このような各部の着脱可能な構造を前提に、図9の(A)に示すように、例えばプリヘミングローラ18を標準状態とした場合、ローラアダプタ40側の張り出し部40bと軸体19との間にシムプレート43が介装されていることにより、プリヘミングローラ18の上下方向の位置が定められている。同様に、軸体19とプリヘミングローラ18との間にシムプレート52が介装されていることにより、プリヘミングローラ18の回転中心(軸心)方向の位置が定められている。なお、図9の(A)〜(C)では台座部15側のホルダ41は図示省略している。
その一方、図9の(B)に示すように、同図(A)のプリヘミングローラ18からそれよりも大径のヘミングローラ53に交換する場合には、同図(A)に比べて、軸体19の中心位置を所定量だけ高くするとともに、ヘミングローラ53を所定量だけ前進させる必要がある。そこで、同図(B)に示すように、ローラアダプタ40の張り出し部40bと軸体19との間に介装されていたシムプレート43を抜き取る一方、軸体19とヘミングローラ53との間にはシムプレート52に加えて別の板厚の小さなシムプレート54を追加するものとする。
また、図9の(C)に示すように、同図(A)のプリヘミングローラ18からそれよりも小径のプリヘミングローラ55に交換する場合には、同図(A)に比べて、軸体19の中心位置を所定量だけ下げるとともに、プリヘミングローラ55を所定量だけ後退させる必要がある。そこで、同図(C)に示すように、ローラアダプタ40の張り出し部40bと軸体19との間にシムプレート43に加えて別のシムプレート56を追加するとともに、軸体19とプリヘミングローラ18との間の介装されていたシムプレート52を抜き取るものとする。
さらに、図9の(A)の標準状態のプリヘミングローラ18を使用することを前提として、そのプリヘミングローラ18の上下方向の位置や回転中心方向の位置をする調整する場合にも同様の手法とする。
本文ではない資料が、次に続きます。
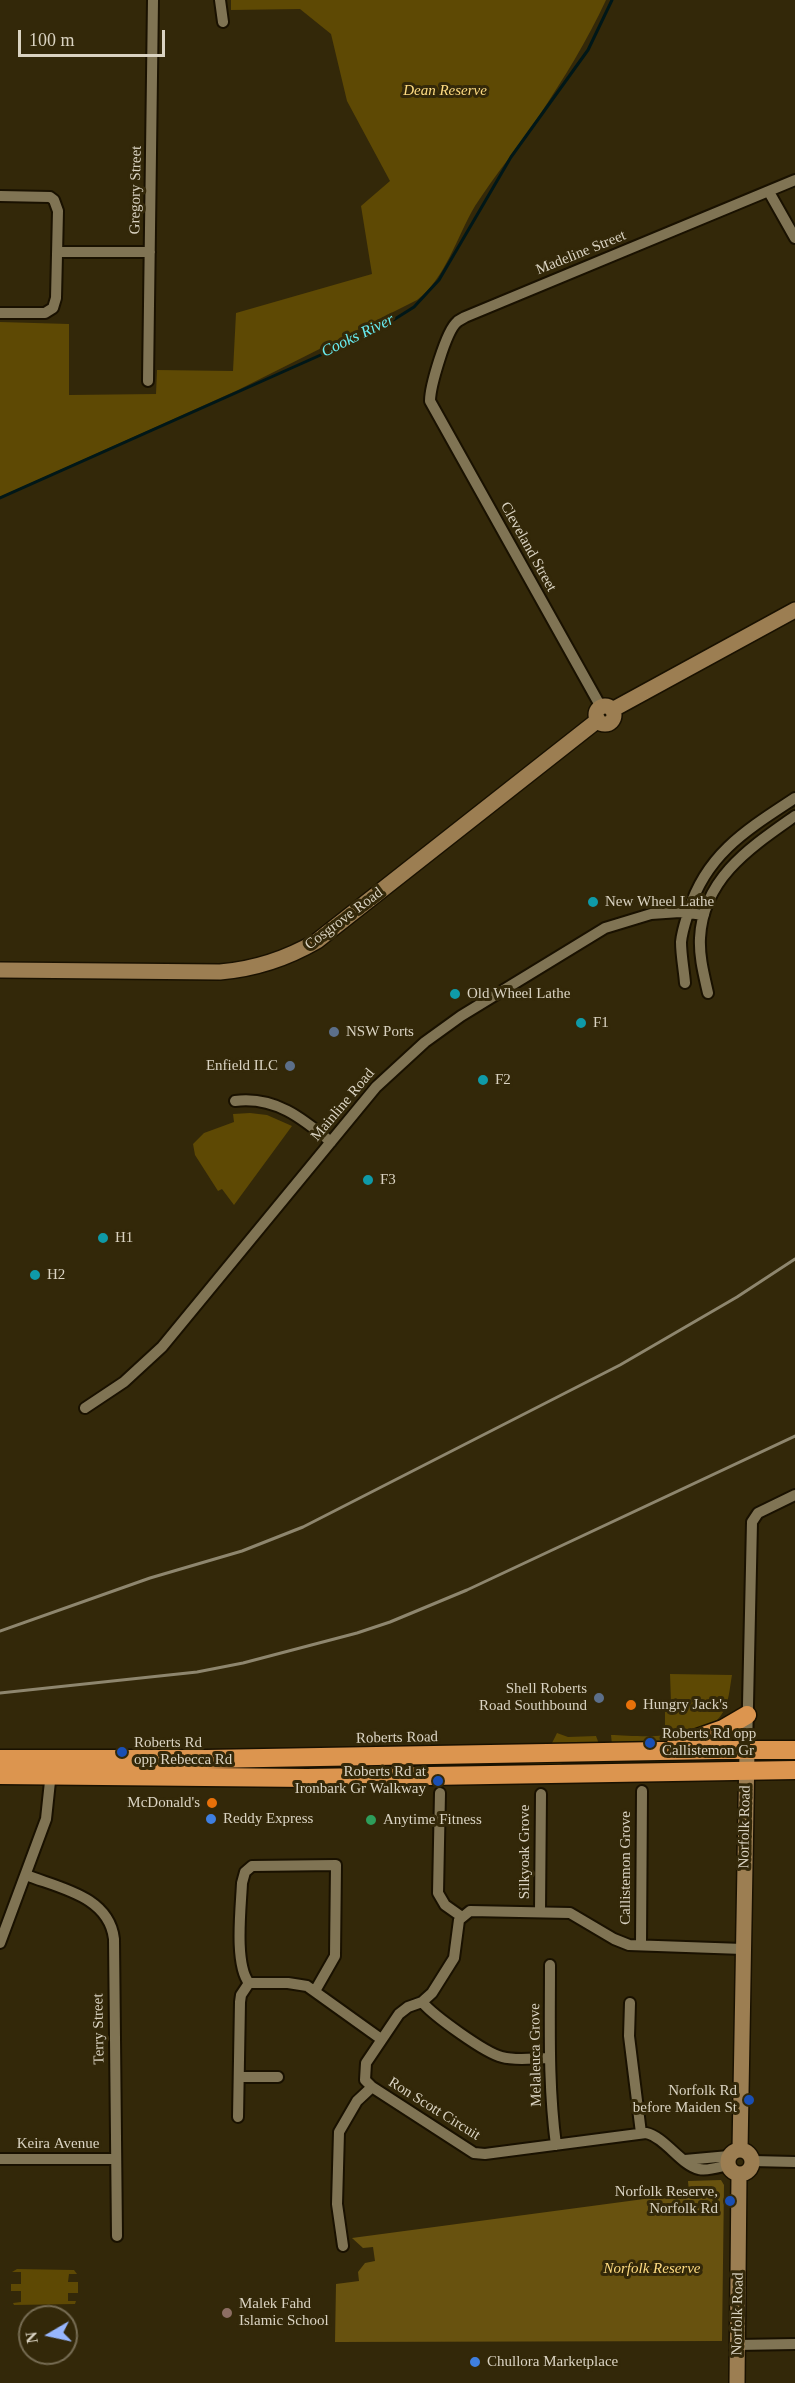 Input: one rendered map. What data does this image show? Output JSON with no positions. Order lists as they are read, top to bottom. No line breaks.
{"streets":{"highway":["Roberts Road"],"main road":["Cosgrove Road","Norfolk Road"],"street":["Gregory Street","Madeline Street","Cleveland Street","Mainline Road","Silkyoak Grove","Callistemon Grove","Terry Street","Melaleuca Grove","Ron Scott Circuit","Keira Avenue"]},"crossings":[["Madeline Street","Cleveland Street"],["Cleveland Street","Cosgrove Road"],["Roberts Road","Norfolk Road"],["Terry Street","Keira Avenue"],["Melaleuca Grove","Ron Scott Circuit"]],"water":["Cooks River"],"parks":["Dean Reserve","Norfolk Reserve"],"places":["New Wheel Lathe","Old Wheel Lathe","F1","NSW Ports","Enfield ILC","F2","F3","H1","H2","Shell Roberts Road Southbound","Hungry Jack's","Roberts Rd opp Callistemon Gr","Roberts Rd opp Rebecca Rd","Roberts Rd at Ironbark Gr Walkway","McDonald's","Reddy Express","Anytime Fitness","Norfolk Rd before Maiden St","Norfolk Reserve, Norfolk Rd","Malek Fahd Islamic School","Chullora Marketplace"],"scale_bar":"100 m","north":"left"}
こうすることにより、例えば要求されるヘミングフランジ部1aの曲げ度合いの相違、あるいはヘミング加工品質の不具合調整等に応じて、ローラの位置調整やローラそのものを交換する場合にも柔軟に且つ容易に対応することができ、マニュアル式のロールヘミング加工を前提としながらも、設備としての汎用性が高いものとなる。
ここで、上記各実施の形態では、ローラ加工ユニット27としてプリンへミング加工(予備曲げ)のためのプリへミングローラ18を備えている場合について説明したが、先にも述べたように、プリへミングローラ18に代えて、本曲げのためのヘミング加工用のヘミングローラを備えている場合にも本発明を適用することができる。さらに、上記各実施の形態では、自動車のホイールアーチ部のような円弧状部でのロールヘミング加工について例示しているが、本発明はいわゆる倣い方式のロールヘミング加工であるために、ホイールアーチ部のような円弧状部以外にも、例えばドアパネルに代表されるようなカバーパネル(開閉体)類の直線的部位のヘミング加工のほか、カバーパネル類以外の同種のヘミング加工にも同様に適用することができるものである。
1…アウタパネル
1a…ヘミングフランジ部
6…ヘミングダイ
8…アーム部材
9…スライダ(支持体)
10…スクリューシャフト
11…ボールねじ(送り付与手段)
18…プリヘミングローラ(縁曲げローラ)
20…バックアップローラ
21…ガイドローラ(案内部材)
22…ガイドローラ(案内部材)
27…ローラ加工ユニット
37…ガイドブラケット(ユニット本体)
39…トグルクランプ機構(操作機構)
48a,48b…ストッパー部材
43,52,54,56…シムプレート

Claims (7)

  1. ダイに位置決めされたパネルの端部に縁曲げを施すロールヘミング加工装置であって、
    上記パネルへの縁曲げ加工を施す縁曲げローラと、上記縁曲げローラに対し所定距離隔てながら当該縁曲げローラと対をなすとともに、加工時にその縁曲げローラとの間にパネルをダイとともに挟み込むバックアップローラ、および上記ダイをバックアップローラの回転中心方向の両側から挟み込む少なくとも一対の案内部材のそれぞれが共通のユニット本体に回転可能に支持されているローラ加工ユニットと、
    上記ローラ加工ユニットを首振り旋回可能に支持しているアーム部材と、
    上記アーム部材をダイに対して接近離間する方向に進退移動可能に案内支持している支持体と、
    を備えていて、
    上記支持体に対しアーム部材の進退移動方向と直交する水平方向に直線的な送りを付与することにより、上記アーム部材の進退移動動作とローラ加工ユニットの首振り旋回動作を伴いながら当該ローラ加工ユニットがダイの一部に倣って相対移動して縁曲げを施すようになっているとともに、
    上記ローラ加工ユニットのうち縁曲げローラとバックアップローラとが接近離間可能に構成されていることを特徴とするロールヘミング加工装置。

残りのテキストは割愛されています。